Exercise goal »
Could you reproduce the lines below from the one with "Dump the readable content of the" through the one with "Instruction: Read the"? Keep both ends and add nothing.

The data »
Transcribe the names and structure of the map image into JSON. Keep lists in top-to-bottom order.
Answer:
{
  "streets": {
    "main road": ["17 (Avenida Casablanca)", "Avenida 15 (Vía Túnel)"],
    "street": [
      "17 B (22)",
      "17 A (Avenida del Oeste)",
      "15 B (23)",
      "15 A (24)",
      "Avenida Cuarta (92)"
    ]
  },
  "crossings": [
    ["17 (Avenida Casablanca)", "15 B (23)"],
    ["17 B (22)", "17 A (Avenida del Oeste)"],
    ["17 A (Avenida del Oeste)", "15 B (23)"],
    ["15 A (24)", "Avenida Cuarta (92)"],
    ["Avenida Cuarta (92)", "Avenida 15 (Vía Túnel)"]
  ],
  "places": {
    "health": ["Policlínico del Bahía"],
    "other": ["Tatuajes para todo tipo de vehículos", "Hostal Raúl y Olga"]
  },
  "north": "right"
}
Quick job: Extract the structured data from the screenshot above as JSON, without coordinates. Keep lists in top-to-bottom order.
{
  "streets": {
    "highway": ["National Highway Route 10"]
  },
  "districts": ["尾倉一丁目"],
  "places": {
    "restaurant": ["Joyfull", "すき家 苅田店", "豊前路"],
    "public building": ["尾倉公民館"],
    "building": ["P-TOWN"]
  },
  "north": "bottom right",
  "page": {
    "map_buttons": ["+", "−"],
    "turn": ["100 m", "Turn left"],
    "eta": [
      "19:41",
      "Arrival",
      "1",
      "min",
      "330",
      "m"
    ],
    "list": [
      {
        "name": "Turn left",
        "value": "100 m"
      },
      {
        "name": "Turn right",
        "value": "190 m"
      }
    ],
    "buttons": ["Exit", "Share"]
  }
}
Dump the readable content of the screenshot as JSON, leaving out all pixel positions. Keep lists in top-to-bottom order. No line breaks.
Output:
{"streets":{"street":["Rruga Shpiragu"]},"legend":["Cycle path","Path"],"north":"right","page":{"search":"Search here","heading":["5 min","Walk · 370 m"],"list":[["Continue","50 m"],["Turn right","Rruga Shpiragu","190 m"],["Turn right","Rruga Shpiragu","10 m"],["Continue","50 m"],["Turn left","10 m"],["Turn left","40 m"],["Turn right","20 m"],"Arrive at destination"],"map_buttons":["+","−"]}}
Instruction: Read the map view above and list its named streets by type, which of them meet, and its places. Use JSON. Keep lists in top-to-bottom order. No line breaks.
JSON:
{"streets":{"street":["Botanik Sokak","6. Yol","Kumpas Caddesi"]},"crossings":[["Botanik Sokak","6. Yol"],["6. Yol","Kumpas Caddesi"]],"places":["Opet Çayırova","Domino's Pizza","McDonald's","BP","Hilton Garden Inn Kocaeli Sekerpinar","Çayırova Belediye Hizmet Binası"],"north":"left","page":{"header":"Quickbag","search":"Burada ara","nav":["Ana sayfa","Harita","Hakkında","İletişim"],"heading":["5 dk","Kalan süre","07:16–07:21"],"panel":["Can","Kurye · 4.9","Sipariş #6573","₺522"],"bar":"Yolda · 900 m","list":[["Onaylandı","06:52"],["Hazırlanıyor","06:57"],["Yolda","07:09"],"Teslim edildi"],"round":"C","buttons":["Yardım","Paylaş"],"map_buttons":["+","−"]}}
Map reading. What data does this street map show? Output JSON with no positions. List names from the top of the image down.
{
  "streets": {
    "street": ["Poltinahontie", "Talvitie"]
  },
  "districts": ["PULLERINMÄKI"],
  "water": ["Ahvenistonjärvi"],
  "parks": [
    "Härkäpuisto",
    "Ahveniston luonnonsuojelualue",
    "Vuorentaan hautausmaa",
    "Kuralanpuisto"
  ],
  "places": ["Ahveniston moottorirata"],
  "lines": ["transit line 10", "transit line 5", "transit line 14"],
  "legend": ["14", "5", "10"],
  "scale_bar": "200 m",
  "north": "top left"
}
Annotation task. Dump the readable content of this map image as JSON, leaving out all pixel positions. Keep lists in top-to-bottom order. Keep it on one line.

Answer box »
Dump the readable content of the screenshot as JSON, leaving out all pixel positions. Keep lists in top-to-bottom order. No line breaks.
Output:
{"streets":{"street":["Rruga Shpiragu"]},"legend":["Cycle path","Path"],"north":"right","page":{"search":"Search here","heading":["5 min","Walk · 370 m"],"list":[["Continue","50 m"],["Turn right","Rruga Shpiragu","190 m"],["Turn right","Rruga Shpiragu","10 m"],["Continue","50 m"],["Turn left","10 m"],["Turn left","40 m"],["Turn right","20 m"],"Arrive at destination"],"map_buttons":["+","−"]}}
Instruction: Read the map view above and list its named streets by type, which of them meet, and its places. Use JSON. Keep lists in top-to-bottom order. No line breaks.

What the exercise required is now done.